Really? Then my brain must have taken some battering.

United Nations Geneva

The United Nations in Geneva: most staff speak several languages and many learned them when they were children.

I was born in Paris of a French mother so of course spoke French with her. My father was Turkish and that’s what he and I spoke. I grew up in Madrid so I inevitably learned Spanish. (I didn’t even touch English until well into school and didn’t speak it fluently for years.)

All those languages must have caused my little brain untold damage.

In Spain I attended a Spanish school rather than an international one. No comprendes? No importa. I worked on my elementary arithmetic problems with a small dictionary: Peter has two apples, Paul has four, how many do they have together?

As I grew up I faced more language challenges. We moved to Iran for a year so I learned – Russian. We lived next to the Russian ambassador’s home and his children were my age and became my best friends. By 10 I’d become a linguistic sponge and languages became interchangeable. I knew they were different – but not that different.

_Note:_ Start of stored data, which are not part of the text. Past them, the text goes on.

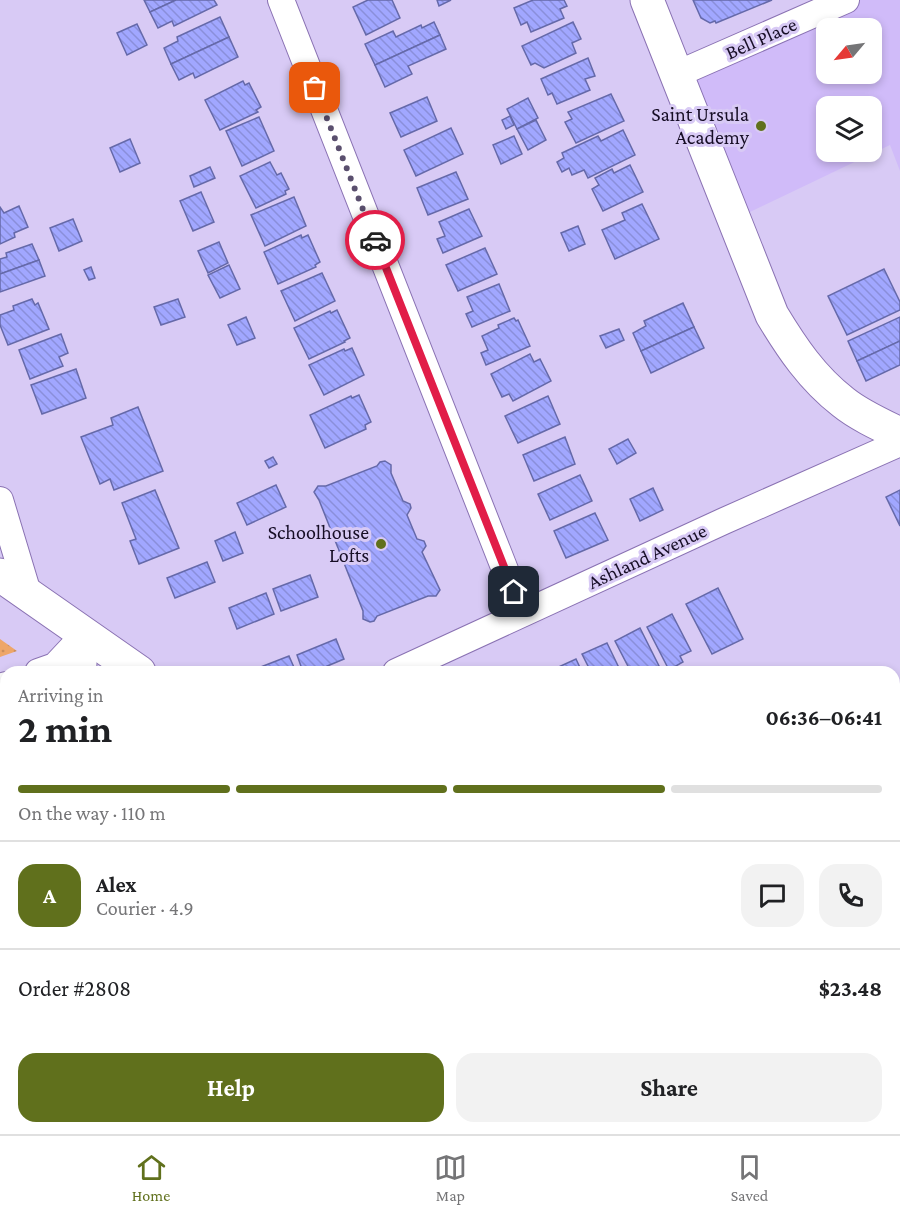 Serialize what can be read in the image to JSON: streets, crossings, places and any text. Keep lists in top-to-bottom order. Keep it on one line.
{"streets":{"street":["Bell Place","Ashland Avenue"]},"places":["Saint Ursula Academy","Schoolhouse Lofts"],"north":"bottom left","page":{"heading":["2 min","Arriving in","06:36–06:41"],"panel":["Alex","Courier · 4.9","Order #2808","$23.48"],"bar":"On the way · 110 m","round":"A","buttons":["Help","Share"],"tabs":["Home","Map","Saved"]}} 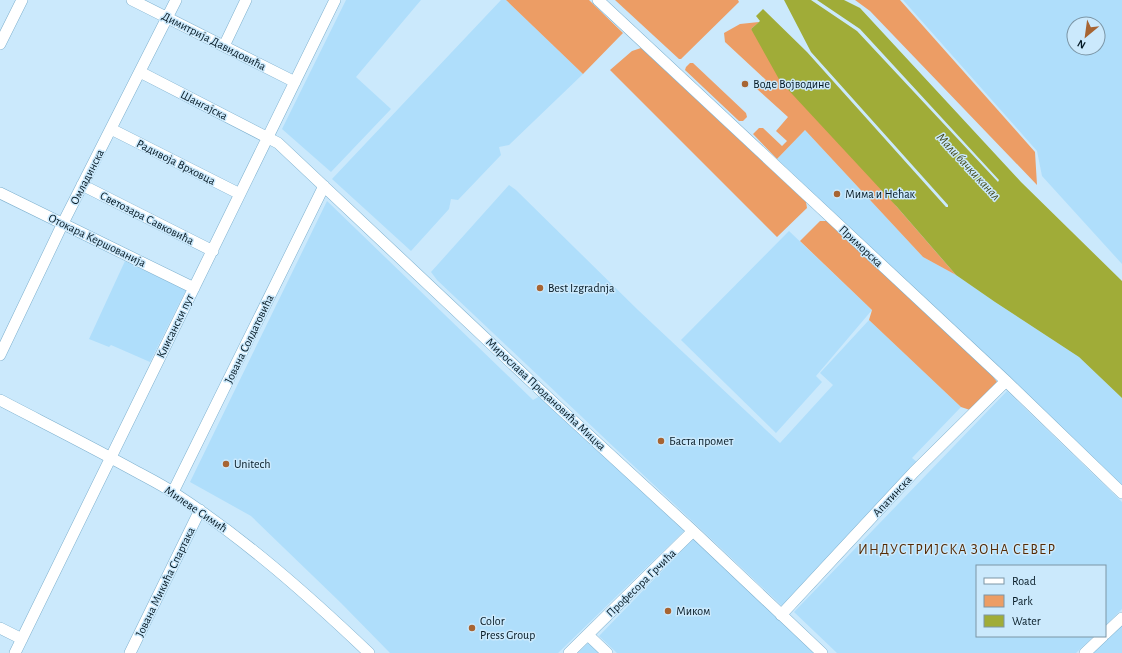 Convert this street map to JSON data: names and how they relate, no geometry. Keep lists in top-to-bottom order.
{
  "streets": {
    "street": [
      "Димитрија Давидовића",
      "Шангајска",
      "Радивоја Врховца",
      "Омладинска",
      "Светозара Савковића",
      "Отокара Кершованија",
      "Приморска",
      "Клисански пут",
      "Јована Солдатовића",
      "Мирослава Продановића Мицка",
      "Апатинска",
      "Милеве Симић",
      "Јована Микића Спартака",
      "Професора Грчића"
    ]
  },
  "crossings": [
    ["Димитрија Давидовића", "Омладинска"],
    ["Димитрија Давидовића", "Клисански пут"],
    ["Шангајска", "Омладинска"],
    ["Шангајска", "Клисански пут"],
    ["Шангајска", "Мирослава Продановића Мицка"],
    ["Радивоја Врховца", "Омладинска"],
    ["Радивоја Врховца", "Клисански пут"],
    ["Омладинска", "Светозара Савковића"],
    ["Омладинска", "Отокара Кершованија"],
    ["Светозара Савковића", "Клисански пут"],
    ["Отокара Кершованија", "Клисански пут"],
    ["Приморска", "Апатинска"],
    ["Клисански пут", "Мирослава Продановића Мицка"],
    ["Клисански пут", "Милеве Симић"],
    ["Јована Солдатовића", "Мирослава Продановића Мицка"],
    ["Јована Солдатовића", "Милеве Симић"],
    ["Мирослава Продановића Мицка", "Апатинска"],
    ["Мирослава Продановића Мицка", "Професора Грчића"],
    ["Милеве Симић", "Јована Микића Спартака"]
  ],
  "districts": ["ИНДУСТРИЈСКА ЗОНА СЕВЕР"],
  "water": ["Мали бачки канал"],
  "places": [
    "Воде Војводине",
    "Мима и Нећак",
    "Best Izgradnja",
    "Баста промет",
    "Unitech",
    "Миком",
    "Color Press Group"
  ],
  "legend": ["Road", "Park", "Water"],
  "north": "bottom left"
} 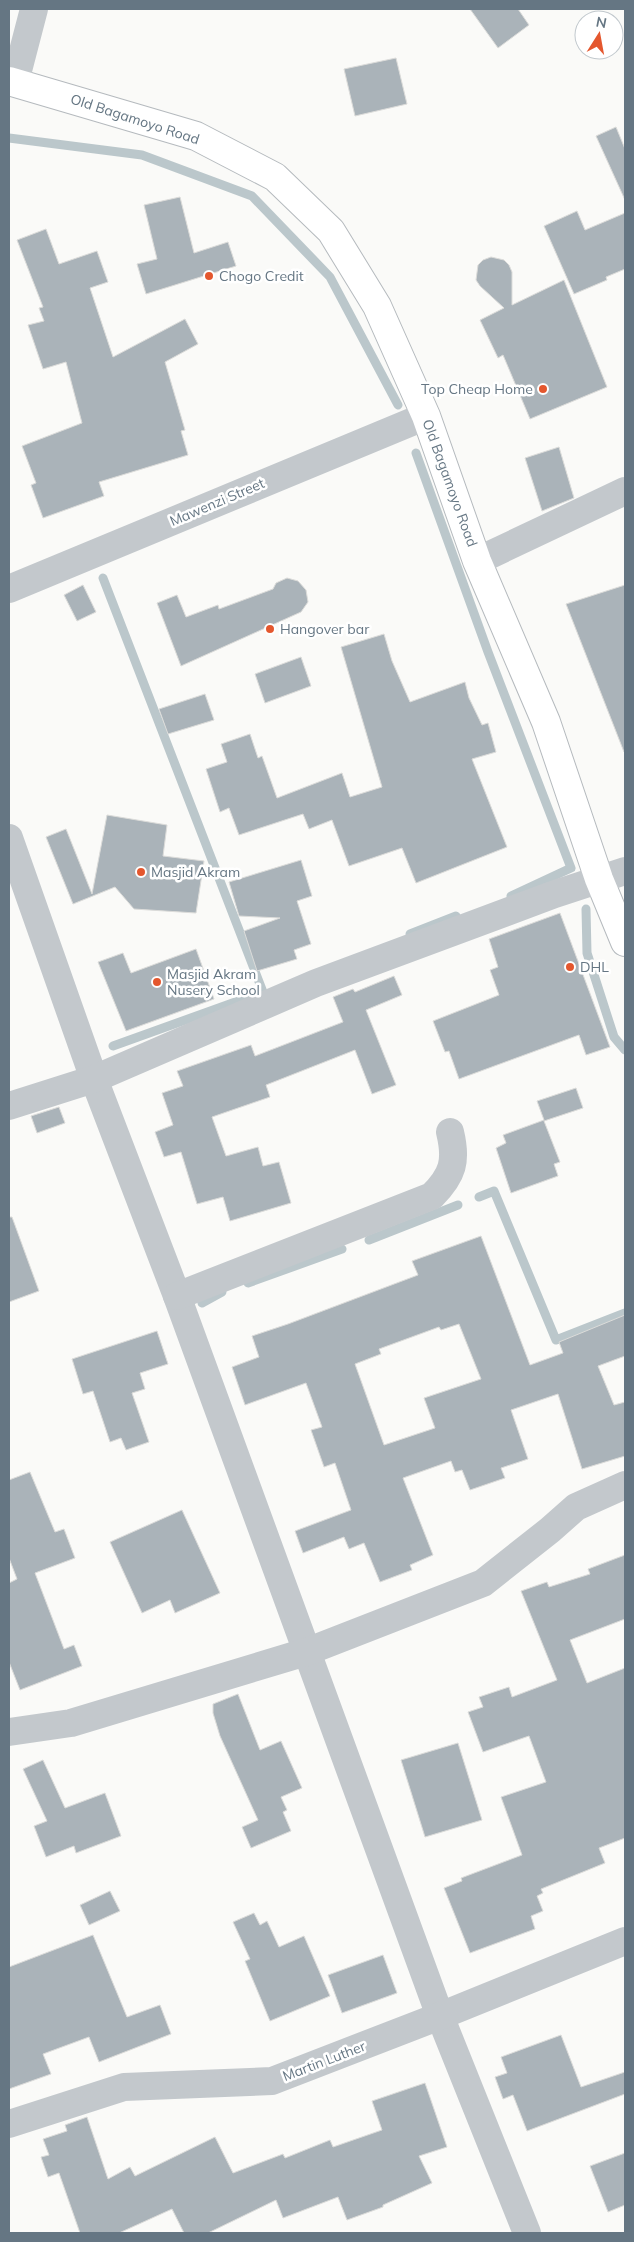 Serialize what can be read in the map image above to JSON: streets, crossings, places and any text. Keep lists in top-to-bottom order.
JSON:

I taught myself to read (only read phonetically, mind you) Arabic when I lived in Algeria in my early 20s. The government eliminated all French from road signs and I needed to read Arabic just to find my way around. When I was based in Bangkok as a foreign correspondent I learned enough Thai – my first tonal language – to get by comfortably and talk about food and films if not politics.

All because when I was a child, my parents had the enlightened – or irresponsible – reflex of consistently forgetting which language we were in and always opting to ‘live like locals’ wherever we were. They chose to put me into local schools, damn the language.

I’d just have to learn, and I did.

Rather than turning out addled, slow, or overstretched, I became adaptable, a quick study, and pretty fast on my feet. I have yet to meet a language I can’t tame, given a bit of time, or a situation I can’t work through (within limits – there’s nothing I can do about earthquakes, your pregnancy, or the recent presidential election in France).

So back to my friend, who despite her intermediate French insists on raising her children in that language in homage to her French husband – yet she’s a native English speaker.

“They can learn when they grow up,” she says.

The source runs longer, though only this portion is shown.